JSON file or Python-dict with metadata and dataframe

JSON file or Python-dict with metadata and dataframe#

Note

Please follow this link here in order to access the related jupyter notebook.

Note

This example is building up on the very first one about the CSV file with metadata and dataframe. Please start from this chapter in order to fully understand the content of this example.

General understanding#

Typically, data can also be provided in the serialization of a json file, which ulimately can be parsed in to a dict object in Python.

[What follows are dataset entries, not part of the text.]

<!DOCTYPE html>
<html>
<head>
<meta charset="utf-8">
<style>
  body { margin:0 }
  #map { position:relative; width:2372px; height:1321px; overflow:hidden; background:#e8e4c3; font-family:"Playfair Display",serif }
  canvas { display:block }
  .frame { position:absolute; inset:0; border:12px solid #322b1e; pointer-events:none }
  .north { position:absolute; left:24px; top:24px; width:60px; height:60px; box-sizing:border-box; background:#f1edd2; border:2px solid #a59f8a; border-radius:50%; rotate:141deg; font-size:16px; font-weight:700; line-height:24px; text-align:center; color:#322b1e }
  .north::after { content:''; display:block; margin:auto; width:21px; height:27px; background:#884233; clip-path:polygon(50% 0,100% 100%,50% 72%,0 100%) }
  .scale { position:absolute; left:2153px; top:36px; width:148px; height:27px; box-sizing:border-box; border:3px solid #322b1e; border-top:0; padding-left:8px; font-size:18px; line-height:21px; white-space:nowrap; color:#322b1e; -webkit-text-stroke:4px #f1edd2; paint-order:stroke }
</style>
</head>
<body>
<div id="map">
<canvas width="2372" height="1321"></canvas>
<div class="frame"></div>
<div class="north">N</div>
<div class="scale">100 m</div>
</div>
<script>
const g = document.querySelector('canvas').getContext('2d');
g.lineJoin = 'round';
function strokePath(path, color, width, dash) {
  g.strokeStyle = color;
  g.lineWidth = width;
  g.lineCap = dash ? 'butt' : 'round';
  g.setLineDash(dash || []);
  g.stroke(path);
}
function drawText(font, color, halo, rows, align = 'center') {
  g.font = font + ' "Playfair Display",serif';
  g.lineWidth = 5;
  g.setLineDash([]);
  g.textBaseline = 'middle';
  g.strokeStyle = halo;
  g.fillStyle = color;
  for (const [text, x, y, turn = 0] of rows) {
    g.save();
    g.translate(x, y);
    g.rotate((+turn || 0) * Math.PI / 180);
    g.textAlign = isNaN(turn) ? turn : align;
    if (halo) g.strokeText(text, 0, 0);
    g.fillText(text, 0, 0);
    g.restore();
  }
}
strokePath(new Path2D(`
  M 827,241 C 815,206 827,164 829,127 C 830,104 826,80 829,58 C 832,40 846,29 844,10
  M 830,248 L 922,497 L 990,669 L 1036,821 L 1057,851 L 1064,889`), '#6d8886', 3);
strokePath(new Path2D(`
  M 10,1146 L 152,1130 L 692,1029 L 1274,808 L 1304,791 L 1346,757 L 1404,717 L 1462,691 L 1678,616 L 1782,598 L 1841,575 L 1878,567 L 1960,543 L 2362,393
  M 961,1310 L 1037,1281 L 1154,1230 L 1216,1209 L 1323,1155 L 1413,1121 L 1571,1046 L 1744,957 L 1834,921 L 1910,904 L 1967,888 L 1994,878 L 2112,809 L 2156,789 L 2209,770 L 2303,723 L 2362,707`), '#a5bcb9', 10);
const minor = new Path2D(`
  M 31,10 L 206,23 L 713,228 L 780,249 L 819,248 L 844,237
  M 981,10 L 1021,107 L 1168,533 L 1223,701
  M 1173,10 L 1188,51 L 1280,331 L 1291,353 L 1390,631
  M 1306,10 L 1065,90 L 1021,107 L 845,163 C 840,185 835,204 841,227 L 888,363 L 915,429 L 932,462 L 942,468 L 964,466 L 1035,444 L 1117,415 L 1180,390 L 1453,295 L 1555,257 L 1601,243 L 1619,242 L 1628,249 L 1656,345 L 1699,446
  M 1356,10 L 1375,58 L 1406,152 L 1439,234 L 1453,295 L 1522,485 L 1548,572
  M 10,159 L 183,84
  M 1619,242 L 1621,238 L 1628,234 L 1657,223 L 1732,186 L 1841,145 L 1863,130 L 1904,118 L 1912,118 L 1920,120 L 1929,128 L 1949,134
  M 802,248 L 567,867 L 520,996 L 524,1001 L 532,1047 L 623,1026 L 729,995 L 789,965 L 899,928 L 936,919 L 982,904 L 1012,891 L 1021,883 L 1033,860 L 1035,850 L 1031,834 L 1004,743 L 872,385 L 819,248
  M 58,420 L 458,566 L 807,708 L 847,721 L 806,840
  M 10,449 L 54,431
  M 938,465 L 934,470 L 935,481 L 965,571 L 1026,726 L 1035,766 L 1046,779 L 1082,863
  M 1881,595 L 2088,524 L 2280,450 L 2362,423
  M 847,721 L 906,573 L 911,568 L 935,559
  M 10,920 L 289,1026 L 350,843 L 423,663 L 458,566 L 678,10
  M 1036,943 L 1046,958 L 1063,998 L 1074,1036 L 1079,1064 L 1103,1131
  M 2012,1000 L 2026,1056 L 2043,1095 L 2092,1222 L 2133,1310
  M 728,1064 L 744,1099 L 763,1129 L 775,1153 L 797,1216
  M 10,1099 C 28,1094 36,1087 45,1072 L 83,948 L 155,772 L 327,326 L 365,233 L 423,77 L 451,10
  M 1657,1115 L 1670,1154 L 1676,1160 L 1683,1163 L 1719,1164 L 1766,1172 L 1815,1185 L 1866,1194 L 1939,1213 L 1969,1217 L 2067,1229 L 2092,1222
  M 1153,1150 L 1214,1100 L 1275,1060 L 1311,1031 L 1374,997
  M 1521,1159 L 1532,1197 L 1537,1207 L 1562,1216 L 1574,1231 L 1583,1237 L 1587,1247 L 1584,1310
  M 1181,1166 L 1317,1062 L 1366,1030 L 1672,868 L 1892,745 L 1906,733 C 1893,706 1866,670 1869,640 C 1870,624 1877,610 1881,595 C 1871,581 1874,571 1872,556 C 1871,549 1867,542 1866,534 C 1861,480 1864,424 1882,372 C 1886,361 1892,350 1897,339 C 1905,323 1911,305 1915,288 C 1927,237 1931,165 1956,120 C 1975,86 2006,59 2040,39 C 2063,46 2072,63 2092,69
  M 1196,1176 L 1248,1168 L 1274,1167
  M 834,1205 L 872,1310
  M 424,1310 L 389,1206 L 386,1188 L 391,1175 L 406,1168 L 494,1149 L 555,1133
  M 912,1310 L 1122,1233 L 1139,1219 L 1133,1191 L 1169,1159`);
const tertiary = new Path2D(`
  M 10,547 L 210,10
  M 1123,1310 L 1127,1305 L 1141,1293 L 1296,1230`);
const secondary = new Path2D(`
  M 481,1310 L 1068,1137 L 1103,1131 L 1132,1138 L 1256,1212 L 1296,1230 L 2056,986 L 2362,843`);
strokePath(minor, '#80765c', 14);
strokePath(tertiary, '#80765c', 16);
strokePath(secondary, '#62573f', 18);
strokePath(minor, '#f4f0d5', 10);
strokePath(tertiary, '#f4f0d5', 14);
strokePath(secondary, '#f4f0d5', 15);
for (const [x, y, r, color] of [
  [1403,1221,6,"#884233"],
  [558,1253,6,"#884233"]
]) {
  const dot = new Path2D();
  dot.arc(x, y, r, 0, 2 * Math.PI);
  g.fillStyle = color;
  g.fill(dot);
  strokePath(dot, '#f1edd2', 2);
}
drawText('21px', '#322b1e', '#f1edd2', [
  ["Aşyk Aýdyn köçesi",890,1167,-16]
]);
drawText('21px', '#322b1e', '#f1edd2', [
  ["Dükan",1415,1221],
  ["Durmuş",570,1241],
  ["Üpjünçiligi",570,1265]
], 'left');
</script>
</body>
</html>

In this section, we would like to showcase how to write a mapping for a json file with metadata and dataframe. The content of the json can be nested into an arbitrary depth.

The inputs#

In this example we will need only two inputs:

  • the json file produced by the tensile test machine

  • the mapping for describing the data in RDF

We generally do not need parser arguments at this point, since we are using the json parser. However, setting the encoding in the config-argument in the pipeline might be needed in case of any special characaters in the json file. Please for refer to the Additional configuration for more details.

The raw data#

We are considering the following dummy data as json input:

raw_data = {
  "data": {
    "Breitenaenderung": {
      "unit": "mm",
      "value": 1.0
    },
    "Dehnung": [
      1.0,
      2.0,
      3.0
    ],
    "Standardkraft": {
      "array": [
        2.0,
        3.0,
        4.0
      ],
      "unit": "kN"
    }
  },
  "details": {
    "Bemerkungen": "foobar"
  }
}

As you may notice, concepts like Breitenänderung and Dehnung both are dataframe with slighly different key-patters: Standardkraft is a dictionary/object with an additional subelement called array for the values and unit for the unit, whereas the Dehnung key directly has a list of values and no reference for the unit.

The mapping#

A valid mapping for the json defined above may look like this:

[
  {
    "iri": "https://w3id.org/steel/ProcessOntology/Remark",
    "key": "Bemerkungen",
    "value_location": "details.Bemerkungen"
  },
  {
    "iri": "https://w3id.org/steel/ProcessOntology/WidthChange",
    "key": "Breitenaenderung",
    "unit_location": "data.Breitenaenderung.unit",
    "value_location": "data.Breitenaenderung.value"
  },
  {
    "iri": "https://w3id.org/steel/ProcessOntology/PercentageElongation",
    "key": "Dehnung",
    "unit": "%",
    "value_location": "data.Dehnung"
  },
  {
    "iri": "https://w3id.org/steel/ProcessOntology/Force",
    "key": "Standardkraft",
    "unit_location": "data.Standardkraft.unit",
    "value_location": "data.Standardkraft.array"
  }
]

Please note that we are using a querying-language called jsonpath in order to extract the data at its specific location.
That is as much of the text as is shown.